Fetch PDBs and bound ligands programmatically

See the gist on Github.

A common starting point in any contemporary research related to protein-ligand interactions is to take stock of all the X-ray or cryo-EM structural data deposited in the public database, RCSB. While there are advanced search options, normal RCSB search often brings up 'incorrect' results due to non-standard naming protocols (i.e. proteins with multiple common names), and it's not clear how deeply you need to search to identify all results.

An alternative is to do this programmatically (python) using the RCSB REST API by searching for gene name. This can fit into existing code workflows, is repeatable, and takes ten seconds. In addition, being in python you can integrate with RDKit and parse the co-crystallized ligands directly.
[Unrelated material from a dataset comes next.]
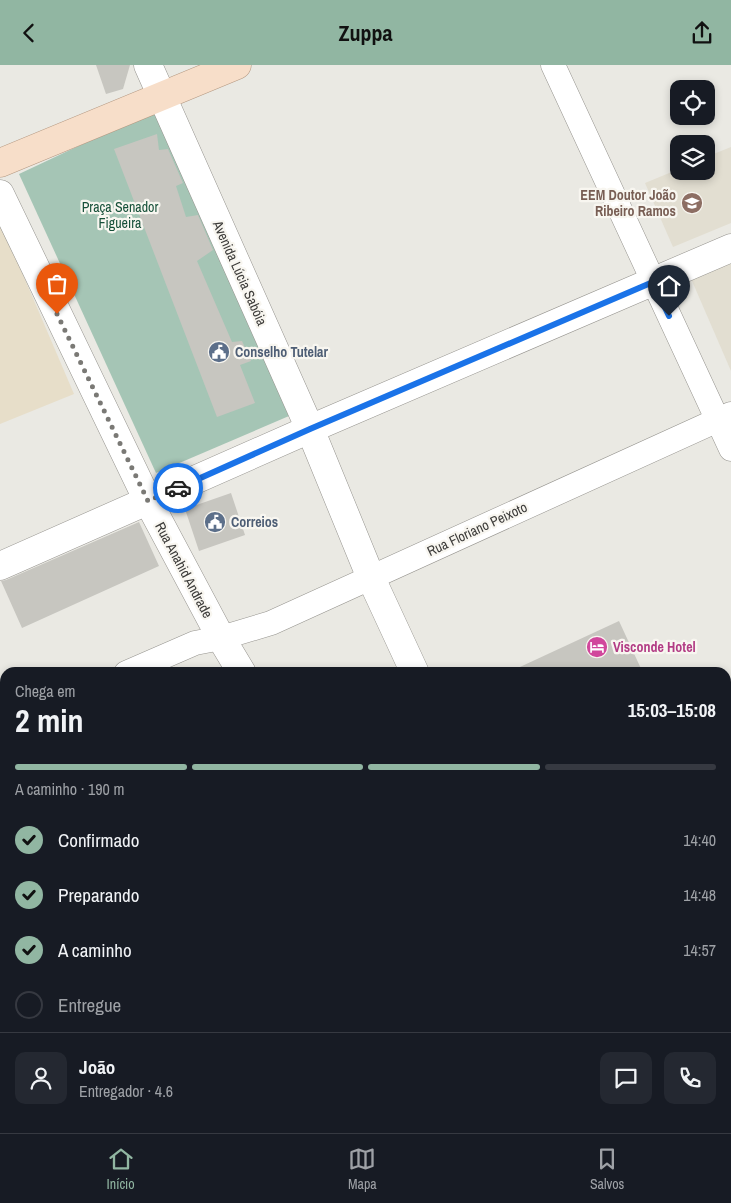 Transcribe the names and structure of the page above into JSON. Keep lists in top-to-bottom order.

The code below is a copy-and-pastable snippet to do this. First, set the gene name to the protein of interest. The script queries the RCSB REST API for all associated protein structures, including co-crystallized ligands (called non-polymer entities), then queries the RCSB GraphQL interface for the SMILES. The output is a pandas dataframe with PDB codes, SMILES codes, and ligand pictures for your perusal.

This workflow could easily be extended by, for example, filtering ligands for drug-like properties to remove things like lipids or sulfates, or intergrating with py3Dmol to visualize binding sites. Although the latter is done really well on the RCSB website, it's a pain to hold 15 structures in tabs while trying to visualize them together.